▶ RECORDS SUPPLIED
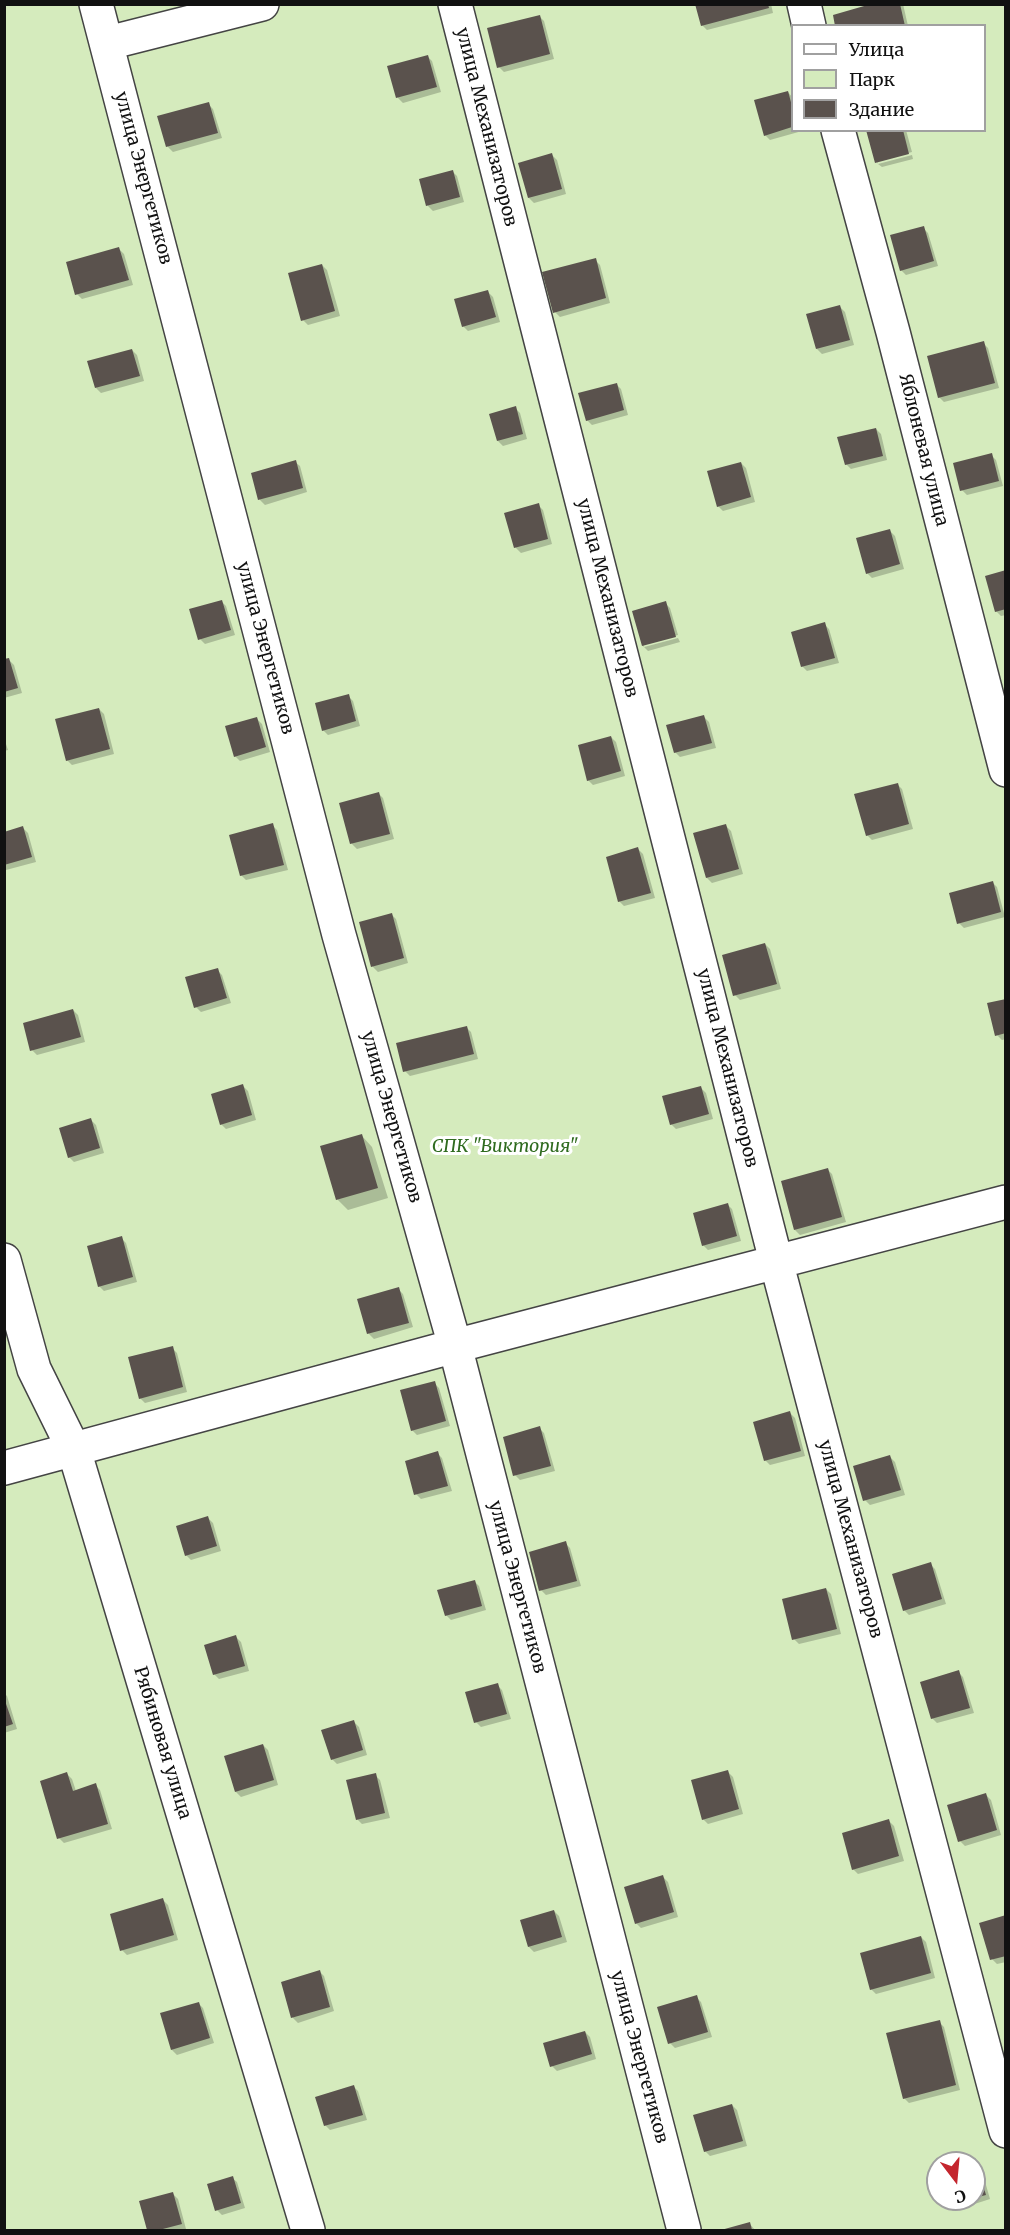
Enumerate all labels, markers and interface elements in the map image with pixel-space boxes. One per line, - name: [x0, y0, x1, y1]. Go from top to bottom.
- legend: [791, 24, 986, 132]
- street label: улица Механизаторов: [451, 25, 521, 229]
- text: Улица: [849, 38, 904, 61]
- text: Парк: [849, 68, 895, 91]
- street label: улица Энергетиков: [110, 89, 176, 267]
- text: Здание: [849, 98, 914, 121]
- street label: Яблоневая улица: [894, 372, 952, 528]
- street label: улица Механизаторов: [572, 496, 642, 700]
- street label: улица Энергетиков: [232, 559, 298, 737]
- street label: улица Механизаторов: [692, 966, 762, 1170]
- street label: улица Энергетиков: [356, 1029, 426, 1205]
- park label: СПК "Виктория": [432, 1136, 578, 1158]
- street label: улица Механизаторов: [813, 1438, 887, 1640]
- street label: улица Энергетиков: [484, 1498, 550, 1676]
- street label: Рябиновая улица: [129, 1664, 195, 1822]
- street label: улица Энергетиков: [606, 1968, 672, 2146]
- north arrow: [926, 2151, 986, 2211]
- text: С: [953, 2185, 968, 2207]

▶ HOW TO COMPLETE THIS TASK
Omit the pictures, then print the rest of the listing above exactly.

▶ OUTPUT OF THE EXERCISE
Enumerate all labels, markers and interface elements in the map image with pixel-space boxes. One per line, - name: [x0, y0, x1, y1]. Go from top to bottom.
- legend: [791, 24, 986, 132]
- street label: улица Механизаторов: [451, 25, 521, 229]
- text: Улица: [849, 38, 904, 61]
- text: Парк: [849, 68, 895, 91]
- street label: улица Энергетиков: [110, 89, 176, 267]
- text: Здание: [849, 98, 914, 121]
- street label: Яблоневая улица: [894, 372, 952, 528]
- street label: улица Механизаторов: [572, 496, 642, 700]
- street label: улица Энергетиков: [232, 559, 298, 737]
- street label: улица Механизаторов: [692, 966, 762, 1170]
- street label: улица Энергетиков: [356, 1029, 426, 1205]
- park label: СПК "Виктория": [432, 1136, 578, 1158]
- street label: улица Механизаторов: [813, 1438, 887, 1640]
- street label: улица Энергетиков: [484, 1498, 550, 1676]
- street label: Рябиновая улица: [129, 1664, 195, 1822]
- street label: улица Энергетиков: [606, 1968, 672, 2146]
- north arrow: [926, 2151, 986, 2211]
- text: С: [953, 2185, 968, 2207]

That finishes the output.